彼の言葉に、私達が揃って頷く。これは私達が、私達で出した結論だ。
ちょっとした冒険気分なんかじゃない。英雄になろうなんて思ってるわけでもない。

私達はただ、"自分らしく"生きるために、騎士団という場所を選んだのだ。

「────話し合いなら、私達ともたくさんしたものね。その上であなたが…いいえ、あなた達が結論を変えないというのなら、母さんはもう何も言わないわ」

その代わり、というように、ユーフェミアさんはジェームズから順に全員を抱きしめた。シリウスの隣に立っていた私は、彼の後に優しい抱擁を受ける。
それは私の知らない温かさだった。シリウスを抱きしめている時の激しい愛情も、リリーとハグをしている時の感情をそのまま共有するような感覚もない。そこにあったのは、私を本当の子供同然に思い、守りたいと願ってくれている、物語の中で見た"お母さん"の温かさを想起させた。そして同時にユーフェミアさんの小さな背中に腕を回した時、この温もりを守りたいとも思った。

どんな親子の形が正しいかなんてわからない。
でも、私は────こんな"両親"に、たとえ1年に一度、たった1ヶ月弱しかなかったとしても────幼い私が求めていたはずの愛を惜しみなく注いでもらったことを、深く感謝した。
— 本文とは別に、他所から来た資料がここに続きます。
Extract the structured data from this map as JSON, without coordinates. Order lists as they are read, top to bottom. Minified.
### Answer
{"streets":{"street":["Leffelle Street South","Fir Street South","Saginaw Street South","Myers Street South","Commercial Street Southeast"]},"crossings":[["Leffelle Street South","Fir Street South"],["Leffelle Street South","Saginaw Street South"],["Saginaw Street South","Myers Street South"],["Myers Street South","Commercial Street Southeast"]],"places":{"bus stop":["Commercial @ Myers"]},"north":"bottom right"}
「しっかりやりなさい。助けが必要な時は、いつでも言うんだよ」

フリーモントさんはハグの代わりに、やっぱり1人ひとりと握手をしてくれた。硬くて、ごつごつしていて、皺だらけの荒れた手。彼の手はどこかジェームズの手と似ているような気がした。発明が好きで、新しいものが好きで、そして誰にも真似できない方法でたくさんの人を笑わせたいと願っている、そんなような────。

「さ、これで永遠の別れってわけじゃないんだから、しんみりした空気はもうおしまいにしないとね! 明後日は夜には帰ってくるの?」
「ううん、せっかくだからって夕飯も招待されてるんだ。木曜はホグズミードにでも宿を取って、金曜の朝に帰るよ」
「そうね。まだ夏休みは1ヶ月あるんだから、その間はゆっくり楽しんで」

そう言われ、私達も2人を元気づけるようににっこりと笑うと、一緒にテーブルについた。ユーフェミアさんの料理はやっぱりとてもおいしくて、私は自分の胃がこの時だけいつもの3倍になってしまったんじゃないかと思うほどの量をいただいた。